◆ **Task prompt**:
Return all of the data below verbatim and exclude every picture.

Saved entries
=== Begin Enclosure ===

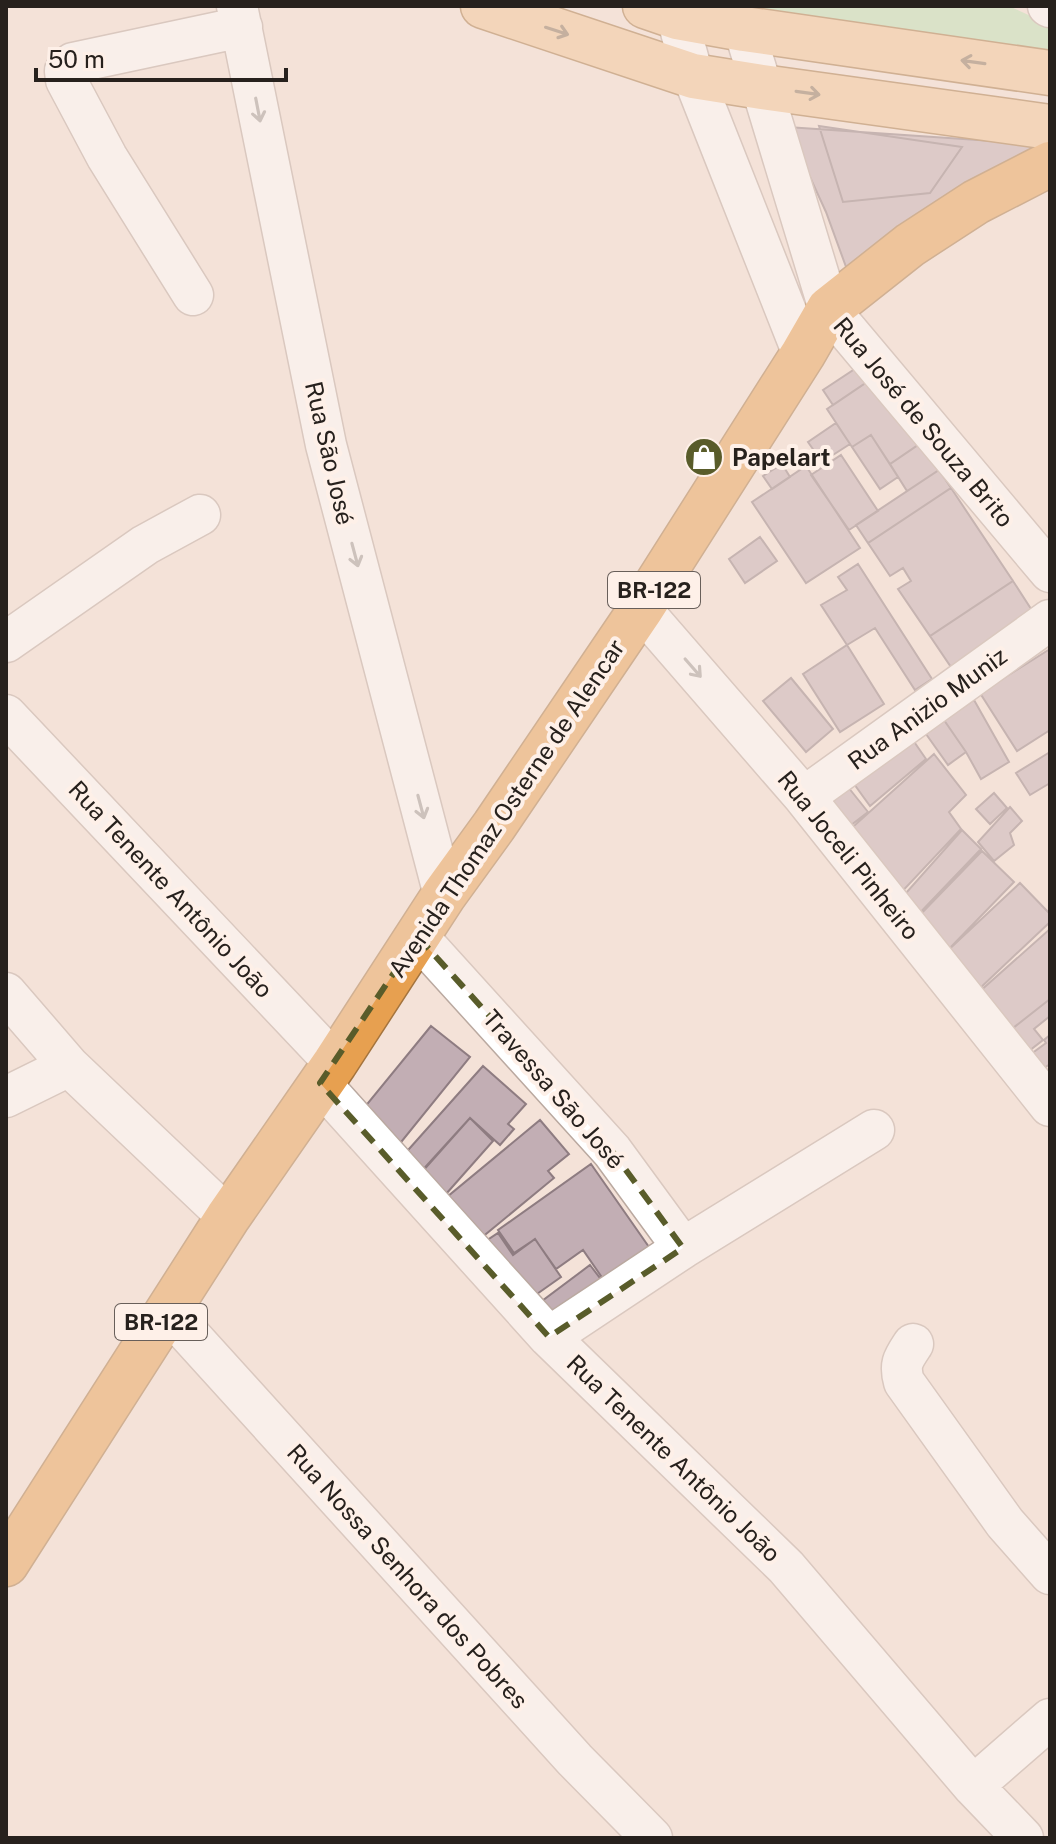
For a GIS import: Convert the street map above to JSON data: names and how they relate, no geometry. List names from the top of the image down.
{
  "streets": {
    "highway": ["BR-122", "Avenida Thomaz Osterne de Alencar"],
    "street": [
      "Rua José de Souza Brito",
      "Rua São José",
      "Rua Anizio Muniz",
      "Rua Joceli Pinheiro",
      "Rua Tenente Antônio João",
      "Travessa São José",
      "Rua Nossa Senhora dos Pobres"
    ]
  },
  "crossings": [
    ["Rua José de Souza Brito", "Avenida Thomaz Osterne de Alencar"],
    ["Rua São José", "Avenida Thomaz Osterne de Alencar"],
    ["BR-122", "Avenida Thomaz Osterne de Alencar"],
    ["BR-122", "Rua Tenente Antônio João"],
    ["BR-122", "Rua Nossa Senhora dos Pobres"],
    ["Rua Anizio Muniz", "Rua Joceli Pinheiro"],
    ["Avenida Thomaz Osterne de Alencar", "Rua Joceli Pinheiro"],
    ["Avenida Thomaz Osterne de Alencar", "Rua Tenente Antônio João"],
    ["Avenida Thomaz Osterne de Alencar", "Travessa São José"]
  ],
  "one_way": ["Rua São José", "Rua Joceli Pinheiro"],
  "places": {
    "shop": ["Papelart"]
  },
  "scale_bar": "50 m"
}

=== End Enclosure ===

◆ **Task output**:
For a GIS import: Convert the street map above to JSON data: names and how they relate, no geometry. List names from the top of the image down.
{
  "streets": {
    "highway": ["BR-122", "Avenida Thomaz Osterne de Alencar"],
    "street": [
      "Rua José de Souza Brito",
      "Rua São José",
      "Rua Anizio Muniz",
      "Rua Joceli Pinheiro",
      "Rua Tenente Antônio João",
      "Travessa São José",
      "Rua Nossa Senhora dos Pobres"
    ]
  },
  "crossings": [
    ["Rua José de Souza Brito", "Avenida Thomaz Osterne de Alencar"],
    ["Rua São José", "Avenida Thomaz Osterne de Alencar"],
    ["BR-122", "Avenida Thomaz Osterne de Alencar"],
    ["BR-122", "Rua Tenente Antônio João"],
    ["BR-122", "Rua Nossa Senhora dos Pobres"],
    ["Rua Anizio Muniz", "Rua Joceli Pinheiro"],
    ["Avenida Thomaz Osterne de Alencar", "Rua Joceli Pinheiro"],
    ["Avenida Thomaz Osterne de Alencar", "Rua Tenente Antônio João"],
    ["Avenida Thomaz Osterne de Alencar", "Travessa São José"]
  ],
  "one_way": ["Rua São José", "Rua Joceli Pinheiro"],
  "places": {
    "shop": ["Papelart"]
  },
  "scale_bar": "50 m"
}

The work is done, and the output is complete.